(Data extracted from a collection)
--------

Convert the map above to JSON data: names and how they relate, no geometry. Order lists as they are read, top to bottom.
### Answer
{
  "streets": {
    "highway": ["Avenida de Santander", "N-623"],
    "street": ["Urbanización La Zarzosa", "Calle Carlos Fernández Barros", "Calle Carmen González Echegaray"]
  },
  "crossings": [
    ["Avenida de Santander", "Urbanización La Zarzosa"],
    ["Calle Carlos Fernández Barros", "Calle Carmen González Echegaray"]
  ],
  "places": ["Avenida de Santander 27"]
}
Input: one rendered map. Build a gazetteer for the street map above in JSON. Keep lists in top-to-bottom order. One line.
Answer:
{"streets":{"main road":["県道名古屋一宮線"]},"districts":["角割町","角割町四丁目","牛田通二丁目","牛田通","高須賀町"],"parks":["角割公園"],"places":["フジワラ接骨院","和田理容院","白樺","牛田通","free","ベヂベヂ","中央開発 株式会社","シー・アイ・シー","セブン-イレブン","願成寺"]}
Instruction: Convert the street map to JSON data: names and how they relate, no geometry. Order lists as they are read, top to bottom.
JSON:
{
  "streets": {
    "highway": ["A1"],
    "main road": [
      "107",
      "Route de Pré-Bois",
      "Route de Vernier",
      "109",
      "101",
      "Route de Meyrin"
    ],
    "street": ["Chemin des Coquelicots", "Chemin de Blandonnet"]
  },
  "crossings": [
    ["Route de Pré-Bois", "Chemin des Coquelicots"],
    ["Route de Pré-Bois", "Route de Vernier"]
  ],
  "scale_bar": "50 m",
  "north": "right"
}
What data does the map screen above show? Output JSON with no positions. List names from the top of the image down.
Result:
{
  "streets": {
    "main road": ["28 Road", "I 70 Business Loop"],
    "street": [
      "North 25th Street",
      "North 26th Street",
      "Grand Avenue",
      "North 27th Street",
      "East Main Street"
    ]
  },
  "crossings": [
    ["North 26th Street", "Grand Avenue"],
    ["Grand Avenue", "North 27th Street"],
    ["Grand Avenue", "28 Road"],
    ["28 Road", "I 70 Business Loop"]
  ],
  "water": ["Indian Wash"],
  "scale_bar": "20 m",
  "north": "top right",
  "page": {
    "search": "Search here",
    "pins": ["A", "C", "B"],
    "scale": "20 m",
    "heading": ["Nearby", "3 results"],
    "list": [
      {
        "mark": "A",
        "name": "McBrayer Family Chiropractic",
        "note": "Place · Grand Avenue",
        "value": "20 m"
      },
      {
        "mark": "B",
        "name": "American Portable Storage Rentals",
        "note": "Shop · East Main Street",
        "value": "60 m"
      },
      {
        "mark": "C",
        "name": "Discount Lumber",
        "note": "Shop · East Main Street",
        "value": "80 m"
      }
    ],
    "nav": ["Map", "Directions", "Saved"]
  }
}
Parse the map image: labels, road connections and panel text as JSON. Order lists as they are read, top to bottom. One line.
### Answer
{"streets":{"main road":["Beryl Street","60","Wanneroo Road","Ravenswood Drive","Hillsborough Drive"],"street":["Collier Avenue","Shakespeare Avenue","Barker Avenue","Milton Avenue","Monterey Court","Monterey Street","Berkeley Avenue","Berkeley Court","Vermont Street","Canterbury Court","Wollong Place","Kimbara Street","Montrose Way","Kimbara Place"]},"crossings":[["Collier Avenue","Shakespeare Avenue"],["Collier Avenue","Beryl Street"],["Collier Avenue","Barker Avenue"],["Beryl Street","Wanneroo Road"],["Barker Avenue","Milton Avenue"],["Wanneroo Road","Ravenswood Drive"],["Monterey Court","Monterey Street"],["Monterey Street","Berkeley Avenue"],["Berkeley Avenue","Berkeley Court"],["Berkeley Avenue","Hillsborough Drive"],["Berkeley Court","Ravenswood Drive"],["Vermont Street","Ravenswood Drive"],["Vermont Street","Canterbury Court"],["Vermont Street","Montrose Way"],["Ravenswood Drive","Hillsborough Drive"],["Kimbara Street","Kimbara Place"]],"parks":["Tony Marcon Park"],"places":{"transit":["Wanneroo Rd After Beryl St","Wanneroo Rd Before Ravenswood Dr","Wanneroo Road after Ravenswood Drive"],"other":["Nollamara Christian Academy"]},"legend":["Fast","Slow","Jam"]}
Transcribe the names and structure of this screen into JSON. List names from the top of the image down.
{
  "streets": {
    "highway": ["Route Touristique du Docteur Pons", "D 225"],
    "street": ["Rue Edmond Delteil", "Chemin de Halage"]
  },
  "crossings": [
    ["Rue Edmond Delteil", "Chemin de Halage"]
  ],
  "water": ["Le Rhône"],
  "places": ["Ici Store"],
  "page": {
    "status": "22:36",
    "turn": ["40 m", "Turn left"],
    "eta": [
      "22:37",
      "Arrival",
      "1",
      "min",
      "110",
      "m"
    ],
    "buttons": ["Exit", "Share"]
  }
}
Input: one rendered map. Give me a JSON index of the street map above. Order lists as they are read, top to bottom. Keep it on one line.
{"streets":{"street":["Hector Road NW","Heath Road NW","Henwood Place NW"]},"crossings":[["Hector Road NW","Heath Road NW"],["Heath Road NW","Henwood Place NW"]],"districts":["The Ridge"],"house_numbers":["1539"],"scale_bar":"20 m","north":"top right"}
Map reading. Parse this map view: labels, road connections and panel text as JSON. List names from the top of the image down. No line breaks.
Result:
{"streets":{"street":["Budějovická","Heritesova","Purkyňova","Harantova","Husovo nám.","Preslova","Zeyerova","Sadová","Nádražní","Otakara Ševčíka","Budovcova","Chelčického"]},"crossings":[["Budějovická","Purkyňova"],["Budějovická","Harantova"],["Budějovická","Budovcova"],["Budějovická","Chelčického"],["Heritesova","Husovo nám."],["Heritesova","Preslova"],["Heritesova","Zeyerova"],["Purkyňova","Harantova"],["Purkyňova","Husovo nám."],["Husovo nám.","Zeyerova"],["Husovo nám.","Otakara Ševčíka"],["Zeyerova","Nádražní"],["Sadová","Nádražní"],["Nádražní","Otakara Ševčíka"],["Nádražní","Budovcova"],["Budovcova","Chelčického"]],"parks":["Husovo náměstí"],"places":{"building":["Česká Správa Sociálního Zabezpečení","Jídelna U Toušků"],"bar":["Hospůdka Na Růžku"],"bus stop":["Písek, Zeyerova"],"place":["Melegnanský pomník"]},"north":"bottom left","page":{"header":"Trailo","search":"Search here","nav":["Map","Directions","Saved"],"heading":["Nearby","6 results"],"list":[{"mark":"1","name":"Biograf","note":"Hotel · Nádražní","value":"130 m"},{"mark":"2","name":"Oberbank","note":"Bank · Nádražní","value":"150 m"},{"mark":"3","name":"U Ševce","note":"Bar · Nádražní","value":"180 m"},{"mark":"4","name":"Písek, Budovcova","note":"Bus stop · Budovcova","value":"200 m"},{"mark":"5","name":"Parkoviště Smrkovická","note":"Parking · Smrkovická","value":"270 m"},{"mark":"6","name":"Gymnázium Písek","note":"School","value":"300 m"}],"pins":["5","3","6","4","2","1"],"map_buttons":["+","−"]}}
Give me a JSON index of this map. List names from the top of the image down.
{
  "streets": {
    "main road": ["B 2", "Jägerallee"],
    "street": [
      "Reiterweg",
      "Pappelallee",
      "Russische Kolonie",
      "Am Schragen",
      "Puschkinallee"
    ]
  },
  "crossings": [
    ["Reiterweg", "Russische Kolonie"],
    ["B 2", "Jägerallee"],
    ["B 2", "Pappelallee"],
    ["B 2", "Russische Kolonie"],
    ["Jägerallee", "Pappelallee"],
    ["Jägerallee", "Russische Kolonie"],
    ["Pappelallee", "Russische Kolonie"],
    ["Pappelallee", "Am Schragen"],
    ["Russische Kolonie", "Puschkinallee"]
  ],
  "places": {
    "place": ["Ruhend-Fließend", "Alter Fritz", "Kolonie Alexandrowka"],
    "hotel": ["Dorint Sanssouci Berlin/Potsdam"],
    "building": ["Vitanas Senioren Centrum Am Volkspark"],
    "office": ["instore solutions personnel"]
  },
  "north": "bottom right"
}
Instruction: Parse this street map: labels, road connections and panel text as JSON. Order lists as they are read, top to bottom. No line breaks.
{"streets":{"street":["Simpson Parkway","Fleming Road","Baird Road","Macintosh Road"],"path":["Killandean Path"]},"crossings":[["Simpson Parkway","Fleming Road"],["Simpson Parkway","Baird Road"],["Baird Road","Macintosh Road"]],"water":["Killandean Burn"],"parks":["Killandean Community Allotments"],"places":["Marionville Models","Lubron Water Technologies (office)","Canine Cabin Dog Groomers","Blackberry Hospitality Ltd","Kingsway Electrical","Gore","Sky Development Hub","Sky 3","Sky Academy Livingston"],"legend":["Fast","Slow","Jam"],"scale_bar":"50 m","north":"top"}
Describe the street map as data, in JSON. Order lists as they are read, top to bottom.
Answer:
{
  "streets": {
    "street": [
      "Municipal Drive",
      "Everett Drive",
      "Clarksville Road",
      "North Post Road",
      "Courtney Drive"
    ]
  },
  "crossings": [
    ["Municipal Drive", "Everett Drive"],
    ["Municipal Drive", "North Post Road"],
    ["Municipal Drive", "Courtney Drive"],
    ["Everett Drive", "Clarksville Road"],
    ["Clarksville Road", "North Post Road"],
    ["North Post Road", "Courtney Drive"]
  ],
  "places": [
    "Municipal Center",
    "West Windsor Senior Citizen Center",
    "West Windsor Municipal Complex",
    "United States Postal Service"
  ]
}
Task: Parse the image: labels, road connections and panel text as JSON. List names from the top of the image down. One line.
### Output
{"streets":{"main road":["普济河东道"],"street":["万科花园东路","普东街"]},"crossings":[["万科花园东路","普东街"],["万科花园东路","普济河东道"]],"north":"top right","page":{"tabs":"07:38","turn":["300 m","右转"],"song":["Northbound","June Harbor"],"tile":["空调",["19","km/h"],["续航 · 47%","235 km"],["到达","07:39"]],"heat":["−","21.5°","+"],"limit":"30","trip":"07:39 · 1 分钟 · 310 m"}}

--------

Can you repeat, word for word, every line above from the one containing "Instruction: Parse this" down to the one containing "Task: Parse the", including both?

Instruction: Parse this street map: labels, road connections and panel text as JSON. Order lists as they are read, top to bottom. No line breaks.
{"streets":{"street":["Simpson Parkway","Fleming Road","Baird Road","Macintosh Road"],"path":["Killandean Path"]},"crossings":[["Simpson Parkway","Fleming Road"],["Simpson Parkway","Baird Road"],["Baird Road","Macintosh Road"]],"water":["Killandean Burn"],"parks":["Killandean Community Allotments"],"places":["Marionville Models","Lubron Water Technologies (office)","Canine Cabin Dog Groomers","Blackberry Hospitality Ltd","Kingsway Electrical","Gore","Sky Development Hub","Sky 3","Sky Academy Livingston"],"legend":["Fast","Slow","Jam"],"scale_bar":"50 m","north":"top"}
Describe the street map as data, in JSON. Order lists as they are read, top to bottom.
Answer:
{
  "streets": {
    "street": [
      "Municipal Drive",
      "Everett Drive",
      "Clarksville Road",
      "North Post Road",
      "Courtney Drive"
    ]
  },
  "crossings": [
    ["Municipal Drive", "Everett Drive"],
    ["Municipal Drive", "North Post Road"],
    ["Municipal Drive", "Courtney Drive"],
    ["Everett Drive", "Clarksville Road"],
    ["Clarksville Road", "North Post Road"],
    ["North Post Road", "Courtney Drive"]
  ],
  "places": [
    "Municipal Center",
    "West Windsor Senior Citizen Center",
    "West Windsor Municipal Complex",
    "United States Postal Service"
  ]
}
Task: Parse the image: labels, road connections and panel text as JSON. List names from the top of the image down. One line.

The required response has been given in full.